Given data:

***

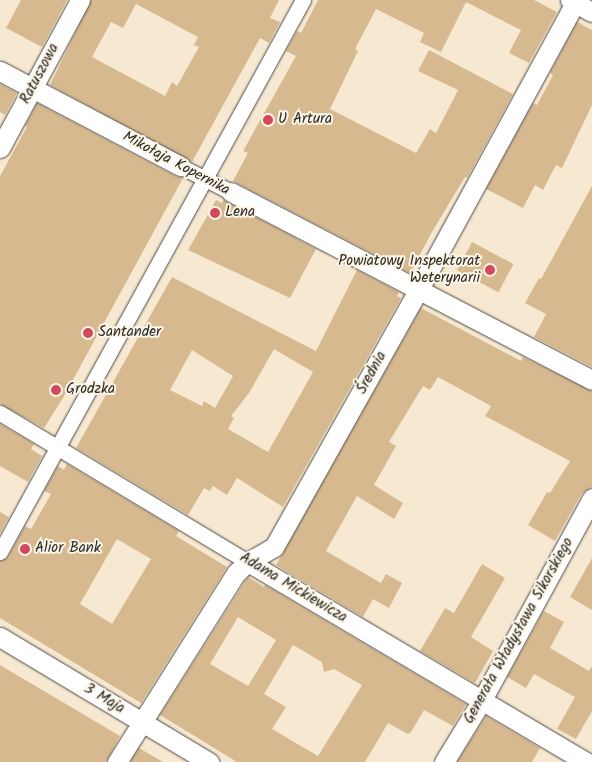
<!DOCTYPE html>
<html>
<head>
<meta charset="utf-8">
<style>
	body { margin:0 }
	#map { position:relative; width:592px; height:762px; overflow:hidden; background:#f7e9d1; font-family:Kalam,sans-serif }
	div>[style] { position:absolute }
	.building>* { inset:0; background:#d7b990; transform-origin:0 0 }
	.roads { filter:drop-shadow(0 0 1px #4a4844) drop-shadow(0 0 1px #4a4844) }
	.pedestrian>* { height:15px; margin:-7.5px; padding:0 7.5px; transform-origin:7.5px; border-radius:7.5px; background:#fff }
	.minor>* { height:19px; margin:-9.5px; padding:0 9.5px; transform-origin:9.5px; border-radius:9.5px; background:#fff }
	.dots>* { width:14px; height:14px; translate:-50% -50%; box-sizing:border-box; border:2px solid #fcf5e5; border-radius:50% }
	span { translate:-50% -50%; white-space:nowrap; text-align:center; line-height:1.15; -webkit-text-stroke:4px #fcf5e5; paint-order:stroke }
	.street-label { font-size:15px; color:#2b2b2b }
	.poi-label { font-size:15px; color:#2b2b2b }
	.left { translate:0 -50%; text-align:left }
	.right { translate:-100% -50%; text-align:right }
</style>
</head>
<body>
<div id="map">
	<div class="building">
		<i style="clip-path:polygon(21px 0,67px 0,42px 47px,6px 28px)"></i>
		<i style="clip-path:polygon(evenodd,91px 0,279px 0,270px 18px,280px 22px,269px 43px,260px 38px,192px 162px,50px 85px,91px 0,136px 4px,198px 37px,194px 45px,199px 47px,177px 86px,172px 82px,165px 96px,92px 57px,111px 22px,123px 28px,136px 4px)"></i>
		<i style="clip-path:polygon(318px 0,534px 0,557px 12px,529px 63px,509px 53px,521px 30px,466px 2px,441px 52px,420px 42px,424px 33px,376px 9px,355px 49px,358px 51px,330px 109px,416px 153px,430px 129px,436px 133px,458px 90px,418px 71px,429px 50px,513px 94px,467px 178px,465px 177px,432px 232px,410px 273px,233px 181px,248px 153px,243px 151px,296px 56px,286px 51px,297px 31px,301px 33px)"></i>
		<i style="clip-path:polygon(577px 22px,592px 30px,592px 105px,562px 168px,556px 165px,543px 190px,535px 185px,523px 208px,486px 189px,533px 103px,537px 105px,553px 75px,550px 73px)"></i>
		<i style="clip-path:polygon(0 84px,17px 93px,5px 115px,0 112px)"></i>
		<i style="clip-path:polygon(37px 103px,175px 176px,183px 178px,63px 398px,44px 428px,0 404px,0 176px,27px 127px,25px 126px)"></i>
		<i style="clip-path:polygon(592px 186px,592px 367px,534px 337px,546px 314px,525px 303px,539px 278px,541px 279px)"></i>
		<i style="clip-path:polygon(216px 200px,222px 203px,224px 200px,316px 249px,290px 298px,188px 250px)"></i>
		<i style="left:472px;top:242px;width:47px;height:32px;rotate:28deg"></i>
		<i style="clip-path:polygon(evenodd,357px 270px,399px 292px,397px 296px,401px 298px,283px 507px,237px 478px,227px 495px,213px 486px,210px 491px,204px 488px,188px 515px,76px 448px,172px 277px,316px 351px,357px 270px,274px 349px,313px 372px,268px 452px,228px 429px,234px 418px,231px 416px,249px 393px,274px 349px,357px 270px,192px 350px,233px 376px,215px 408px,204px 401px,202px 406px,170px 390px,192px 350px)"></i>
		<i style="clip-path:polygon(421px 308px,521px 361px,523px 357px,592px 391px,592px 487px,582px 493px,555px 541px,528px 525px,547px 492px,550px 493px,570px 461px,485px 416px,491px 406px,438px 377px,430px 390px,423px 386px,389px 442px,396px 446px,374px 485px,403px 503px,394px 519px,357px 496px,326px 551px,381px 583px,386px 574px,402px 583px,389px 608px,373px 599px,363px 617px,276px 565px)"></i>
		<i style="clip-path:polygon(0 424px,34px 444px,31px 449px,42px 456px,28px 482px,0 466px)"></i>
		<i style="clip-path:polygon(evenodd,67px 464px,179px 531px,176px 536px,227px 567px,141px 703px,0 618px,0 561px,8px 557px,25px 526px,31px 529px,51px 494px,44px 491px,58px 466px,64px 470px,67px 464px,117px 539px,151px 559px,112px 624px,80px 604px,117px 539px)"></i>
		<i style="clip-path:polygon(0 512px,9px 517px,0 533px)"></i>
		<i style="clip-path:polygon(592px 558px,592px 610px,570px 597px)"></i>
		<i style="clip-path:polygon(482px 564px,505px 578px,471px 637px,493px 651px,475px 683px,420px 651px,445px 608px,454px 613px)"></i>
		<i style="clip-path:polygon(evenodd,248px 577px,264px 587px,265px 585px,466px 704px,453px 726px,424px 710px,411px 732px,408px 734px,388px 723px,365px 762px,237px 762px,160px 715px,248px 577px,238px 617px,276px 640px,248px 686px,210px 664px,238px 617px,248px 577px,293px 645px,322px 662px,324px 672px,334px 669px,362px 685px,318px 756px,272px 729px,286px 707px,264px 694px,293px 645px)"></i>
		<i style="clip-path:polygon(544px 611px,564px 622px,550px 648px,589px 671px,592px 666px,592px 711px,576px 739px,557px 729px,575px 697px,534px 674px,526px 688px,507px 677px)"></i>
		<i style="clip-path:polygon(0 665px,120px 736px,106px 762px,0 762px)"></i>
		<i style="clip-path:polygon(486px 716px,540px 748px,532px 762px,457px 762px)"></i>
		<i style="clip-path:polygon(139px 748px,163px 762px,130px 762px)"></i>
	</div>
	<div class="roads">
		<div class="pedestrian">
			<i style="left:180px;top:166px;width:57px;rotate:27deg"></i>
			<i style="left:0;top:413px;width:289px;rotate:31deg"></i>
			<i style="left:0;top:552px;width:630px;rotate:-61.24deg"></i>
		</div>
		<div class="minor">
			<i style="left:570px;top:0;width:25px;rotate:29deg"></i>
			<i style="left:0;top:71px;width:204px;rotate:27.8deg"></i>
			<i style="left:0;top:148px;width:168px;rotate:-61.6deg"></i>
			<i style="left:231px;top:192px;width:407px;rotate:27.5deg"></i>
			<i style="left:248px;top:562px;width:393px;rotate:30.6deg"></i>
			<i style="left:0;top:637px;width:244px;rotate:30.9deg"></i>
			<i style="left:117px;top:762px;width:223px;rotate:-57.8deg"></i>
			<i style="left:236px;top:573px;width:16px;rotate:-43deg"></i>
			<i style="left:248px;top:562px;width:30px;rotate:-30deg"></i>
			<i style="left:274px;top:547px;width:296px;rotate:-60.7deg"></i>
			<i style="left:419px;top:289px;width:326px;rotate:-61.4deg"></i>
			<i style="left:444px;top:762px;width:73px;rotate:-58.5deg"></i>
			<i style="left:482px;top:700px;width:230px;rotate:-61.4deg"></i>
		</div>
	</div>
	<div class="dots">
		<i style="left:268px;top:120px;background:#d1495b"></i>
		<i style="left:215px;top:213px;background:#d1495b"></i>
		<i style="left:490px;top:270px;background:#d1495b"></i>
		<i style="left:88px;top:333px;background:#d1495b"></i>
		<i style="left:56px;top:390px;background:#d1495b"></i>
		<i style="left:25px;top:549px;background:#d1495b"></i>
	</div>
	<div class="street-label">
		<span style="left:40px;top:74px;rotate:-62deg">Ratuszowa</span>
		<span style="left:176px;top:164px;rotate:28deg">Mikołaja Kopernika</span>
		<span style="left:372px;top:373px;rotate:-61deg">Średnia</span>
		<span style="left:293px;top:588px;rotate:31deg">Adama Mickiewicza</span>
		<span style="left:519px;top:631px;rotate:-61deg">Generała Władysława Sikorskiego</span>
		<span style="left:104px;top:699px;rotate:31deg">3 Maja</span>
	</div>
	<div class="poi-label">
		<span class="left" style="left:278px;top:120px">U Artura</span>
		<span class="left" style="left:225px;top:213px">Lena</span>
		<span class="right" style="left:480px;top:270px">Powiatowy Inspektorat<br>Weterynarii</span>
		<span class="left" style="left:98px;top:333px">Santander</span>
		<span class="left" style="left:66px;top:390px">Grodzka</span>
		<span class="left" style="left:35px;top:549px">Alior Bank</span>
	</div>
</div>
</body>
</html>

***

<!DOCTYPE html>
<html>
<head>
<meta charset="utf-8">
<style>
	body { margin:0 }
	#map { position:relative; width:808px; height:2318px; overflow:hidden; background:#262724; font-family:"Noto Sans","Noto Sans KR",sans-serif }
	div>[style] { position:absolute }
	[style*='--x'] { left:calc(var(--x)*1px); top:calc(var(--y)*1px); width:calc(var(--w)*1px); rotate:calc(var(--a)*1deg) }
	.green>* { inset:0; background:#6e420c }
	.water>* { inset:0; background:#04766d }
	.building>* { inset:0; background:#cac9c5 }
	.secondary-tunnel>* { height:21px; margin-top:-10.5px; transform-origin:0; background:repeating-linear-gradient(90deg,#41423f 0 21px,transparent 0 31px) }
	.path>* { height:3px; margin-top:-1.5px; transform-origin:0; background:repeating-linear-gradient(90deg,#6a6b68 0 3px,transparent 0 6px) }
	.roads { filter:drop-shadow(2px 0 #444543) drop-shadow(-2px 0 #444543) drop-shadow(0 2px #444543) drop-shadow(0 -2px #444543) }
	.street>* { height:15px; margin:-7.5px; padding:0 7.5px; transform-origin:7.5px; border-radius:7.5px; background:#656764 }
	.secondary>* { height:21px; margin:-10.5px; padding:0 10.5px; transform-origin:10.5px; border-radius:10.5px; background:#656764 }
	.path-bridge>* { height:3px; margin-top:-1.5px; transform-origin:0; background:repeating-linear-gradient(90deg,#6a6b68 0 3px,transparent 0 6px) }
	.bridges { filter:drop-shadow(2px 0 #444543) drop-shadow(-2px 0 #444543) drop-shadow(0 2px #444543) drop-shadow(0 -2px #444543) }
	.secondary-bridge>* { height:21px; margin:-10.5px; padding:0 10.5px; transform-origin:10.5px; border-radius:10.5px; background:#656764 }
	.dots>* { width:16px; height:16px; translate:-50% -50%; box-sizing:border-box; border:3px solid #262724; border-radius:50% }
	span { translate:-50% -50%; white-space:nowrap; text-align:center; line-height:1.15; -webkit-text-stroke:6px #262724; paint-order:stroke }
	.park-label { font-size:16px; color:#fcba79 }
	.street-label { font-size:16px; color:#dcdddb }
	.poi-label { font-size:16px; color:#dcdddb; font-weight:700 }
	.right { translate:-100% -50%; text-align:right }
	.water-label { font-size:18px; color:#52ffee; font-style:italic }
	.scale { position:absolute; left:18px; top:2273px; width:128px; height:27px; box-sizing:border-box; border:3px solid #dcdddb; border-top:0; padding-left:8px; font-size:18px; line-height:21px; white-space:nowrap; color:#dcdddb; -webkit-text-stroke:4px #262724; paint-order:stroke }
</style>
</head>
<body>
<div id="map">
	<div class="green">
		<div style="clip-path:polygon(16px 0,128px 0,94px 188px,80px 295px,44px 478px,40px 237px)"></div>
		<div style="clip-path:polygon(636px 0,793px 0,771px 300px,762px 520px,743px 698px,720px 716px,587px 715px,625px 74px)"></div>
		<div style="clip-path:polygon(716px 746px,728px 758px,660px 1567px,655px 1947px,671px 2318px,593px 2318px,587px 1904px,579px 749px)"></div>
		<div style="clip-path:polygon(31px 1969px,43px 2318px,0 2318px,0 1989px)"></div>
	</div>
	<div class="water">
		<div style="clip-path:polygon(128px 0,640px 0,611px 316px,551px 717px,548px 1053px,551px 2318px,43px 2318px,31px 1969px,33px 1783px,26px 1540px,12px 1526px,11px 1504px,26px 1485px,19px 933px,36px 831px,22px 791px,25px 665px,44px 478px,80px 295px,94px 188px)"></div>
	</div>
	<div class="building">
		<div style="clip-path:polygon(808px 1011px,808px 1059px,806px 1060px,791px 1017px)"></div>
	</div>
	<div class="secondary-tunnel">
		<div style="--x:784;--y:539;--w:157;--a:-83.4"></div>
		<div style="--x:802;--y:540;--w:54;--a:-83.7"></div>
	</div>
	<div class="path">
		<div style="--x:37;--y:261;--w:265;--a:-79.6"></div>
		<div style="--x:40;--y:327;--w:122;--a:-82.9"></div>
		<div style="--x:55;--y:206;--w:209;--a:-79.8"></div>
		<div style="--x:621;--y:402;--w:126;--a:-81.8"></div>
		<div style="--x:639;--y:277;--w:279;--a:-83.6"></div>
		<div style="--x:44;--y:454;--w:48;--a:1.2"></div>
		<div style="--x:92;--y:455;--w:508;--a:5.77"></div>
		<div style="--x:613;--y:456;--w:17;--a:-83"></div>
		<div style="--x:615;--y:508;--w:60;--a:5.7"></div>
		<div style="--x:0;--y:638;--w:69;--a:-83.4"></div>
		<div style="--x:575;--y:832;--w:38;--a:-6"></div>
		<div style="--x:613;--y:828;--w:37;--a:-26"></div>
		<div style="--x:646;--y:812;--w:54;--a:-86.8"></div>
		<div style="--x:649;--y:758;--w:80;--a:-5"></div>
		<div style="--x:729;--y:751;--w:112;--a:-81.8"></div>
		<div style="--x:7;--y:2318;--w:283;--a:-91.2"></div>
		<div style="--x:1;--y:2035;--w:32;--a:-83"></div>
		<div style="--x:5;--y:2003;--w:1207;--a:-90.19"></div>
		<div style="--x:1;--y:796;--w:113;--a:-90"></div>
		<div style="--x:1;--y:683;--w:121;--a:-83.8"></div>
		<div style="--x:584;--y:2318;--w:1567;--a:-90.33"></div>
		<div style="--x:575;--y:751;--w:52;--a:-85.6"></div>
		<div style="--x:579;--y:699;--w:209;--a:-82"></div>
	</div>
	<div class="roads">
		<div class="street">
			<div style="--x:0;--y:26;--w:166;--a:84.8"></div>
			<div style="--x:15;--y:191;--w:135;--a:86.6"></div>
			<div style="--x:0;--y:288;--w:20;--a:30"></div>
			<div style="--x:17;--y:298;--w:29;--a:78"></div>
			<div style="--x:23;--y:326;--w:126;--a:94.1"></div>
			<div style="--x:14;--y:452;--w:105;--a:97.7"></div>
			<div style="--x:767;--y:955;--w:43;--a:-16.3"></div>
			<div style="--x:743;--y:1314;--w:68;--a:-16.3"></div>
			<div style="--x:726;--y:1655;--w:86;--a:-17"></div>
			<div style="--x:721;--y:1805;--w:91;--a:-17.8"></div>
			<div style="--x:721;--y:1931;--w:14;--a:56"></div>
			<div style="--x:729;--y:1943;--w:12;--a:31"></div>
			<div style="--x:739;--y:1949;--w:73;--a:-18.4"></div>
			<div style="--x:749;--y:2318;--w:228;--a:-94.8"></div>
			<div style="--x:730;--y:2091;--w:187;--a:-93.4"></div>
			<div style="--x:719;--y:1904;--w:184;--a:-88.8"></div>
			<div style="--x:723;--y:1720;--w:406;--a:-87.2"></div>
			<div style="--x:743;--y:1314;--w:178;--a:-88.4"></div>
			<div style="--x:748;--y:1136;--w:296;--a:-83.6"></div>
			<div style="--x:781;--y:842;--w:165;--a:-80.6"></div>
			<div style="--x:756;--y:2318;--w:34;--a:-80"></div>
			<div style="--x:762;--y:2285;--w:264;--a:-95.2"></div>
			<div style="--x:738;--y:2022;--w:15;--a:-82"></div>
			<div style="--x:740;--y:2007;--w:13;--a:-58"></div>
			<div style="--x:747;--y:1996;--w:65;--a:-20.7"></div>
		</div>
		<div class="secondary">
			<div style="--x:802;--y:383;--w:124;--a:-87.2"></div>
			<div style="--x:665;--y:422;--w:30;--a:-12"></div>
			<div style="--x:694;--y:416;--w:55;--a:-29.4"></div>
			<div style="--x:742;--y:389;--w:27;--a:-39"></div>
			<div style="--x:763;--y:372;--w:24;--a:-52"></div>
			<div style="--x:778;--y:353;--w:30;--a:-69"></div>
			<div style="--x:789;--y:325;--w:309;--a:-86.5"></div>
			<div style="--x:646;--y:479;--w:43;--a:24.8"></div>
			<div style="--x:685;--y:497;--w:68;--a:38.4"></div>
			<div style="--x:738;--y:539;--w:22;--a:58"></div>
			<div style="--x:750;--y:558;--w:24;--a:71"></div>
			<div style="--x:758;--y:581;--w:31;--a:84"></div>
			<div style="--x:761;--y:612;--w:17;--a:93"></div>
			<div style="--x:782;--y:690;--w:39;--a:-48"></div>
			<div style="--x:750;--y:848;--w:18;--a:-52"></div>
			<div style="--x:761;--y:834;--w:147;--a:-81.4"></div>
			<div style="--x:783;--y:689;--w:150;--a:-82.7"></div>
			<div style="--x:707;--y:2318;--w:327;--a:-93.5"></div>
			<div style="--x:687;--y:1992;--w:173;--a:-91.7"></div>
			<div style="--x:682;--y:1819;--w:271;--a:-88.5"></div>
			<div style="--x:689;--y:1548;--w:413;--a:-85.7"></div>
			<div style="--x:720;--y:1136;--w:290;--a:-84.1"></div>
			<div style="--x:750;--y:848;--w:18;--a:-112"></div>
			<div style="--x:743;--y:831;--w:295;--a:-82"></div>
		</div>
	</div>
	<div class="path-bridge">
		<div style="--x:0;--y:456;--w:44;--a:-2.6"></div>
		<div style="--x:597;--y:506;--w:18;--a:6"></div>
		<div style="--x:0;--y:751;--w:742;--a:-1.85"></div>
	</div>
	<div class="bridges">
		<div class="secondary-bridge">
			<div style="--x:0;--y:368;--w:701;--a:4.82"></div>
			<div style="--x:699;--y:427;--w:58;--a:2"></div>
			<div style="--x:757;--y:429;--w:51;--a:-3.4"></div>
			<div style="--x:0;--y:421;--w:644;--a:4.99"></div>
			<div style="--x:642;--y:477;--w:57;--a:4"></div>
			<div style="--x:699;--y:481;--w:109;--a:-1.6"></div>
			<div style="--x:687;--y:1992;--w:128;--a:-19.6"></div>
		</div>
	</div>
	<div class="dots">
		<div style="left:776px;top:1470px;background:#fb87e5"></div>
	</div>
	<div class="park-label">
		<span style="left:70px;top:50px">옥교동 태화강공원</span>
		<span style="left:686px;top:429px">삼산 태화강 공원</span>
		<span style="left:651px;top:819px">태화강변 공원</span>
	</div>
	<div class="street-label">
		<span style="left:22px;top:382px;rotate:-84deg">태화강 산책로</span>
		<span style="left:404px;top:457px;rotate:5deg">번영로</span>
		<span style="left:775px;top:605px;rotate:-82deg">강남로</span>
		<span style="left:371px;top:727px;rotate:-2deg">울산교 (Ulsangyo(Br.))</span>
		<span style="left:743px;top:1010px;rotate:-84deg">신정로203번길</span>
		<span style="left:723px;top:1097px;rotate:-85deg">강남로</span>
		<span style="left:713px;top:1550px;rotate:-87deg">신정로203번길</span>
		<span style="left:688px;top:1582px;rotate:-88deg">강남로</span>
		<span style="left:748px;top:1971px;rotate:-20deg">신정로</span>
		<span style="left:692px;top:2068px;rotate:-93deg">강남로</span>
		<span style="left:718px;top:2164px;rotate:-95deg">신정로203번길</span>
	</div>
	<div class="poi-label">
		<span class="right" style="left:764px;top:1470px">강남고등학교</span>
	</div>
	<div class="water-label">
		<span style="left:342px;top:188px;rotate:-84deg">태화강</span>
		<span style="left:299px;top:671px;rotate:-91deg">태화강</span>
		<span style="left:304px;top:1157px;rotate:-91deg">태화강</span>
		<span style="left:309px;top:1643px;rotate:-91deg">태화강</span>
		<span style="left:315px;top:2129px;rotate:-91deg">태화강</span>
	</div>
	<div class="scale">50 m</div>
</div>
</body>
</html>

***

Requirement: Pull every line containing "hidden" from the data.

Your solution:
	#map { position:relative; width:592px; height:762px; overflow:hidden; background:#f7e9d1; font-family:Kalam,sans-serif }
	#map { position:relative; width:808px; height:2318px; overflow:hidden; background:#262724; font-family:"Noto Sans","Noto Sans KR",sans-serif }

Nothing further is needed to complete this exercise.